### Task objective:
One line at a time, check the entries below for the word "halo", and copy each line that has it.

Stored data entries
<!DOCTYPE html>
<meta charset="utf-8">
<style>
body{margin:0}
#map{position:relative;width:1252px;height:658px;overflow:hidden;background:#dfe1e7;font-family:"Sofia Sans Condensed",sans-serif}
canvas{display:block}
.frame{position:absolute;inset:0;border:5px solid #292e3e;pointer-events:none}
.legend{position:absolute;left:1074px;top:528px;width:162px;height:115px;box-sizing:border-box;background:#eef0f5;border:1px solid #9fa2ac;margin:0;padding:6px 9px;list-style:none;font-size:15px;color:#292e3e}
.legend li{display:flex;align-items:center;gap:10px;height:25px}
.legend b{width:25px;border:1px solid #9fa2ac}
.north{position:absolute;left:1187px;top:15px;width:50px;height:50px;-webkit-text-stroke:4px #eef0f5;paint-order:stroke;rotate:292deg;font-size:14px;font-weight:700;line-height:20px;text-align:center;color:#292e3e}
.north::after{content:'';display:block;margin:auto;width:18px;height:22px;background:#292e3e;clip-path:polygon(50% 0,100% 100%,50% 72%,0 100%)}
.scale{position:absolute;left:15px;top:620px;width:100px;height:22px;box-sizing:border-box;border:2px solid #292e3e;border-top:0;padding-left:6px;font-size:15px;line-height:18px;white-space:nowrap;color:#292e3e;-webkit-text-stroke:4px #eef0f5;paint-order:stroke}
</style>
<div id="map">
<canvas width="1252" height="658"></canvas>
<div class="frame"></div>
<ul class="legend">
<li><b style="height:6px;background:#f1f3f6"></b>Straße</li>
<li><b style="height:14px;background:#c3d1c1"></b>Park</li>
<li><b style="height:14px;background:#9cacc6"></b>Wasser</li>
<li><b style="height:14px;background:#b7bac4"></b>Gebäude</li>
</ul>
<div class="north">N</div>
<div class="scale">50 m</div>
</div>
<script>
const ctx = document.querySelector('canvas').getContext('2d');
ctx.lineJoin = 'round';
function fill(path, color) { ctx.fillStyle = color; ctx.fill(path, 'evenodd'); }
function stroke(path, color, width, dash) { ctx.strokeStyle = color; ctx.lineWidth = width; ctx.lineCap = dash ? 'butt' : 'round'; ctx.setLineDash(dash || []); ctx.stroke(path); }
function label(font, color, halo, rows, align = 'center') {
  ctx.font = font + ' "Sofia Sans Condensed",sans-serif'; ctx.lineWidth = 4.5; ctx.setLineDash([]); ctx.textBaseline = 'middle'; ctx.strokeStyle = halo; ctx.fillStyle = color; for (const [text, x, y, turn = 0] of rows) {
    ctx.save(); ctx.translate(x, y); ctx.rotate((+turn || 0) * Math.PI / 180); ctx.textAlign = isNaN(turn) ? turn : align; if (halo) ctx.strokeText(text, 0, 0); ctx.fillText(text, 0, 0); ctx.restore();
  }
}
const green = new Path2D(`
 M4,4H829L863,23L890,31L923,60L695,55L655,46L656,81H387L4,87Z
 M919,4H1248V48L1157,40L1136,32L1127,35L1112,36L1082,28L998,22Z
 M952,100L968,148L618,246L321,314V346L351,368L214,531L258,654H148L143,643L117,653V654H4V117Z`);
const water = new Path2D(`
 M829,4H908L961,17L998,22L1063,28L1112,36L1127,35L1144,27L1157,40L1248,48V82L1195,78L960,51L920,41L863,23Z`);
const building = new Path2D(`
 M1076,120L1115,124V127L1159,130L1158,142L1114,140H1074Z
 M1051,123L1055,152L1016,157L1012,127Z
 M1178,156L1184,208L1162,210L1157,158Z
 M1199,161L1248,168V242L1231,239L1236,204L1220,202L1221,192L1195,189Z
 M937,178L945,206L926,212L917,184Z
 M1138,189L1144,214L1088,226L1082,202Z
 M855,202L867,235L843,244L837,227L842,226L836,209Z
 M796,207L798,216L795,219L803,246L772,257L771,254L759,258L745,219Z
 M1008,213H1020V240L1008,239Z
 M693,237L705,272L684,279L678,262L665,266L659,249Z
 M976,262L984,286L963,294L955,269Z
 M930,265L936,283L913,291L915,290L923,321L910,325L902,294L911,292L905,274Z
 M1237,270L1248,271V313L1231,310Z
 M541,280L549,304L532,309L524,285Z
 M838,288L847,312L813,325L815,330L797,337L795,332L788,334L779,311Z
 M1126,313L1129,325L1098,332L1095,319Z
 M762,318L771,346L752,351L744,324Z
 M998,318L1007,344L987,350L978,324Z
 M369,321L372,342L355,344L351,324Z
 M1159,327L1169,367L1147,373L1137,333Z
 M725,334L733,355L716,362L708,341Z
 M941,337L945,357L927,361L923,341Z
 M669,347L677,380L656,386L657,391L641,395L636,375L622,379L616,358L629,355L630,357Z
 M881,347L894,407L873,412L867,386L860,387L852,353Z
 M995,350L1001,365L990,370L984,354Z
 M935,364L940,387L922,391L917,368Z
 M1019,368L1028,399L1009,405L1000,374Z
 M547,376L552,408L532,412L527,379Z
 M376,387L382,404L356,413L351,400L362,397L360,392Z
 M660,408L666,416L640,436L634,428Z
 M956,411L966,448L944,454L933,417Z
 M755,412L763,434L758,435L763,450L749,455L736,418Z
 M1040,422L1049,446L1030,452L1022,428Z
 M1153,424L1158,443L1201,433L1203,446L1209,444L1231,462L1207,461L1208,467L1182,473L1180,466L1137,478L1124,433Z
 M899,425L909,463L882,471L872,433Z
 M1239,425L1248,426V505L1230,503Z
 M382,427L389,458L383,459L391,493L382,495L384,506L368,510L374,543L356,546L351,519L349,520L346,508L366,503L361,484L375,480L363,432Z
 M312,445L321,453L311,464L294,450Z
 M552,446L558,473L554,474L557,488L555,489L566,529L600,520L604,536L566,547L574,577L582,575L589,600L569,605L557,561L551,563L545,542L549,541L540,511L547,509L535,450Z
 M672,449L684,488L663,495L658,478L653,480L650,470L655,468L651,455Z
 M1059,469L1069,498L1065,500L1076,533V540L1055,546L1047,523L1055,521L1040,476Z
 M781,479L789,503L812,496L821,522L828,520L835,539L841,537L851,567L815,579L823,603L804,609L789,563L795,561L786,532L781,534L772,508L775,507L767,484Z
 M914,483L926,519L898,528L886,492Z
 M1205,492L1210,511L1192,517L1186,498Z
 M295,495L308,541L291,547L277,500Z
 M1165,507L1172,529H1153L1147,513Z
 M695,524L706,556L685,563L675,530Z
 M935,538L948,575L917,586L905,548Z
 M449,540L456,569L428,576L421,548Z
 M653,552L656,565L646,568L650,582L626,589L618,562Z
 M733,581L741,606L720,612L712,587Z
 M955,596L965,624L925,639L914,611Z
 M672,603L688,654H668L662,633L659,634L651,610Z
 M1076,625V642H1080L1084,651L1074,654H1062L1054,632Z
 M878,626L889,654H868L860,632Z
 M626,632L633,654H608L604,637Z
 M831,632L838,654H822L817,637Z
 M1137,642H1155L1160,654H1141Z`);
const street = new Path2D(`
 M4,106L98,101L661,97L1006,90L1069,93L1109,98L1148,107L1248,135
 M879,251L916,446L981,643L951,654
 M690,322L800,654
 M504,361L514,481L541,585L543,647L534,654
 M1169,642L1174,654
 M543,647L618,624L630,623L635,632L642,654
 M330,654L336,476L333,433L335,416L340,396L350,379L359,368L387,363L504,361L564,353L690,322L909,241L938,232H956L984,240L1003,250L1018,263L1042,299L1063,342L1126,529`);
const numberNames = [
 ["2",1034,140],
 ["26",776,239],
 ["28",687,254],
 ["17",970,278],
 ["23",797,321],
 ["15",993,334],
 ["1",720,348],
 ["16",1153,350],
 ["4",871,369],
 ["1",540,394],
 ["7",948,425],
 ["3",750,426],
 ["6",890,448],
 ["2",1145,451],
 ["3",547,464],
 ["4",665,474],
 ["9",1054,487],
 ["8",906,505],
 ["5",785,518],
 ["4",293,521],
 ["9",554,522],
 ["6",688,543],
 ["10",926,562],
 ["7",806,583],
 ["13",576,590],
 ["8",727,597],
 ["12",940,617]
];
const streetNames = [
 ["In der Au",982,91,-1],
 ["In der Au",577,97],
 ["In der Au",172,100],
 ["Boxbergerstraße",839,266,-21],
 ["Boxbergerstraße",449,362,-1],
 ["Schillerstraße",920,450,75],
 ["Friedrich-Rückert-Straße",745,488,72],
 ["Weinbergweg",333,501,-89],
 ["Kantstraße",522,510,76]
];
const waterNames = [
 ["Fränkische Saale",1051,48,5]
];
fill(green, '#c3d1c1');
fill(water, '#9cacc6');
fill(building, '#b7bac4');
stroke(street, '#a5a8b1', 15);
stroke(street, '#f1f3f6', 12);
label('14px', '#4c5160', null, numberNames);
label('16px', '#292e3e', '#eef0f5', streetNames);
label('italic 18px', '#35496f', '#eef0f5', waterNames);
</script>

* * *

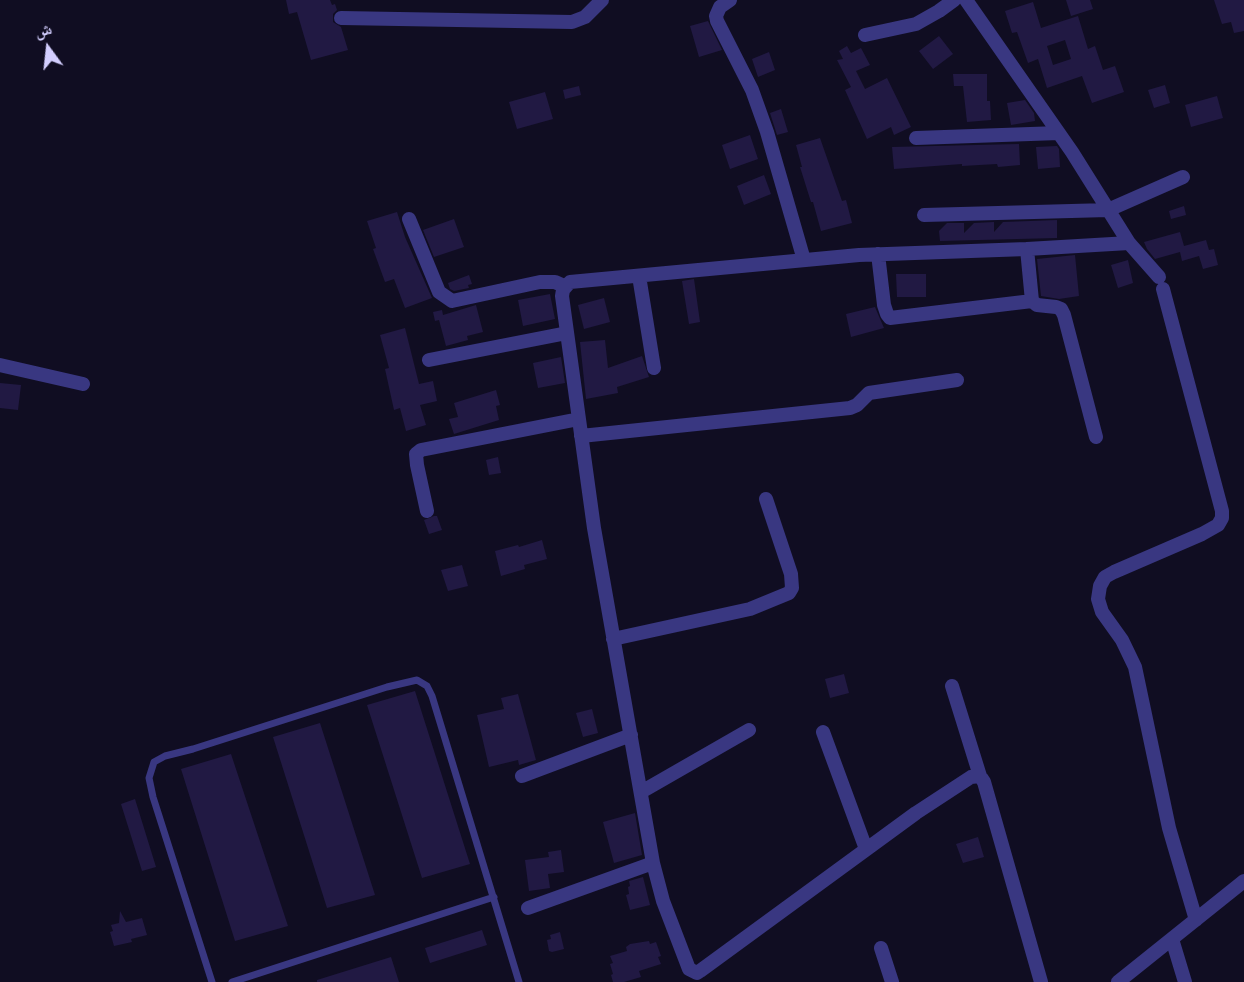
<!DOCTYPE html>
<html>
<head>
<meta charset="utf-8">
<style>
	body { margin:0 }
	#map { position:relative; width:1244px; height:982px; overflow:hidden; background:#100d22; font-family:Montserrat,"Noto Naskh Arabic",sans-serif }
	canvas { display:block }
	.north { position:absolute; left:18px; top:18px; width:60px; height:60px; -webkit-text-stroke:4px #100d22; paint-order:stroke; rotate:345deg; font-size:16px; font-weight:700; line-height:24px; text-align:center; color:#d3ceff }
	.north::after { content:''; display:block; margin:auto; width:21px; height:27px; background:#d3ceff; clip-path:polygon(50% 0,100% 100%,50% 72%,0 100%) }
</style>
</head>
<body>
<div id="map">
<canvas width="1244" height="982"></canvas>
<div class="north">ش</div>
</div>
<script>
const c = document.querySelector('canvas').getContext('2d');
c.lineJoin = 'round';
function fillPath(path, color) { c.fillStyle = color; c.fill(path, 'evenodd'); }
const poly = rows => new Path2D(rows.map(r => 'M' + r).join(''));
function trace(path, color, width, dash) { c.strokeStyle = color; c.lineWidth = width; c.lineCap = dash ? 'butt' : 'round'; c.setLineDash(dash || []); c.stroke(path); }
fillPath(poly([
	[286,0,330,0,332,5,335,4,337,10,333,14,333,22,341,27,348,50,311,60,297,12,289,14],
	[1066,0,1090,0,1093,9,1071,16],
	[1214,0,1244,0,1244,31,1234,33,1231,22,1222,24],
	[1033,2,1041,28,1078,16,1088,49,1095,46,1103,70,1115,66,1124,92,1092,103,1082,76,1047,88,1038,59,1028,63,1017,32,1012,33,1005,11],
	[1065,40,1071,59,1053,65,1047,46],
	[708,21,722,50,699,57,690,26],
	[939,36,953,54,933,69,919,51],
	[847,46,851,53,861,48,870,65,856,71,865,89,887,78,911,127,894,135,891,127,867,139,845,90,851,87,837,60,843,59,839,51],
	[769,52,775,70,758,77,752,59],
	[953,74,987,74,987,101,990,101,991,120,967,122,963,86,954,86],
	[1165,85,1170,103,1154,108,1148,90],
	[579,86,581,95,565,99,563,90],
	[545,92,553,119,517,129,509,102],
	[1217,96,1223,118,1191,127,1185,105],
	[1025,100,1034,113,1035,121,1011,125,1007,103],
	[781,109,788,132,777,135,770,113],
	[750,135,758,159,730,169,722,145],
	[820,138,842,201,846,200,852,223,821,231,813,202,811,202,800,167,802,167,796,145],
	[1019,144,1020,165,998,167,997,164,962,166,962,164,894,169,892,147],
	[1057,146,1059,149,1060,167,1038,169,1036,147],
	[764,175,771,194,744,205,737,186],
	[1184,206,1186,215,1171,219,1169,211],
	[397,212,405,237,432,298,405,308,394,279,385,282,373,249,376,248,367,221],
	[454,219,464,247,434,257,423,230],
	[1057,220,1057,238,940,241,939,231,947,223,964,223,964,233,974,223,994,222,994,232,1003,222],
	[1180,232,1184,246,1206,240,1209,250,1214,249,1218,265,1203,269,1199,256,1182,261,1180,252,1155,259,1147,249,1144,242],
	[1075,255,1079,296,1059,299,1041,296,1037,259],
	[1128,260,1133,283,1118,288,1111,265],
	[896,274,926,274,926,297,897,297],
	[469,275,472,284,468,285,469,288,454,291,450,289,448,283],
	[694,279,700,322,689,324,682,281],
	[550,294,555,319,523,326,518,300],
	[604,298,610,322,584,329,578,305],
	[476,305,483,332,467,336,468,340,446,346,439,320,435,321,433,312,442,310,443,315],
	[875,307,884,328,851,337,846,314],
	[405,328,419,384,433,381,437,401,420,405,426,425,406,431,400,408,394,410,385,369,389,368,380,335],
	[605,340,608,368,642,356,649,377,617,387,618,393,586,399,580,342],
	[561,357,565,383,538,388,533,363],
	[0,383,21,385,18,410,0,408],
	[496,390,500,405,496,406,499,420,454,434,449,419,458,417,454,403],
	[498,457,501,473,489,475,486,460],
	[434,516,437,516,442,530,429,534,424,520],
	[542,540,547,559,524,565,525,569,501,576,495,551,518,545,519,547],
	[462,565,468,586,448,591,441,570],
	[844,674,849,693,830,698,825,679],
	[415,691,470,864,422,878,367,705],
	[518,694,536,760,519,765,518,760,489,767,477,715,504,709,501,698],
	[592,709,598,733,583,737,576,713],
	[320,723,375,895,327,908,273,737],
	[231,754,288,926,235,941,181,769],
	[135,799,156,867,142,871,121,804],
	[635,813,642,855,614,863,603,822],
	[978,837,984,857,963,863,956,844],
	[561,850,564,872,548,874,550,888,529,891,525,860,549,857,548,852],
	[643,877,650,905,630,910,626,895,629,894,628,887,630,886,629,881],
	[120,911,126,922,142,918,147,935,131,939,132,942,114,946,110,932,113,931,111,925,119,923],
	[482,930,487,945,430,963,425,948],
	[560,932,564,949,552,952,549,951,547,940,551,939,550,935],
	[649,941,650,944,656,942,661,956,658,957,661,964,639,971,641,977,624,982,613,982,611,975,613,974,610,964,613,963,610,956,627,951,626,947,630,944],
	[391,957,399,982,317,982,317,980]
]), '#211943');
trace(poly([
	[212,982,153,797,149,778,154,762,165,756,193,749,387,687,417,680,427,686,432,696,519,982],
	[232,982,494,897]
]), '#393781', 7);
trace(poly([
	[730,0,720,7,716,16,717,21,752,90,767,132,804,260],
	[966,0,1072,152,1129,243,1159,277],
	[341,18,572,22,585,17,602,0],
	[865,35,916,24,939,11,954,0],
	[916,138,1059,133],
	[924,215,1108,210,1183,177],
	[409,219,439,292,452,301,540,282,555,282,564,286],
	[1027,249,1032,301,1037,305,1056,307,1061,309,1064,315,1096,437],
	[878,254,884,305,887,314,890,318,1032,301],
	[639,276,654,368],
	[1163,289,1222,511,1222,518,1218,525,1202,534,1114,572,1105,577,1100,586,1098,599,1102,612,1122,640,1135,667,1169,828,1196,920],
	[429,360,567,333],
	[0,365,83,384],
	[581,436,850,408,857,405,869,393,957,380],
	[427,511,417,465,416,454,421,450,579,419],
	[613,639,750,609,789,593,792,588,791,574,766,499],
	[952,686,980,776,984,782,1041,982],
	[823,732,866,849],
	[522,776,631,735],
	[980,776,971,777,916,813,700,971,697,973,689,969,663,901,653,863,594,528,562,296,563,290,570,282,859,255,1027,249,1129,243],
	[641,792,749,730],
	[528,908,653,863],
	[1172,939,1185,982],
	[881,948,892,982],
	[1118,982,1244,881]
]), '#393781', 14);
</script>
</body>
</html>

### Solution to this exercise:
function label(font, color, halo, rows, align = 'center') {
  ctx.font = font + ' "Sofia Sans Condensed",sans-serif'; ctx.lineWidth = 4.5; ctx.setLineDash([]); ctx.textBaseline = 'middle'; ctx.strokeStyle = halo; ctx.fillStyle = color; for (const [text, x, y, turn = 0] of rows) {
    ctx.save(); ctx.translate(x, y); ctx.rotate((+turn || 0) * Math.PI / 180); ctx.textAlign = isNaN(turn) ? turn : align; if (halo) ctx.strokeText(text, 0, 0); ctx.fillText(text, 0, 0); ctx.restore();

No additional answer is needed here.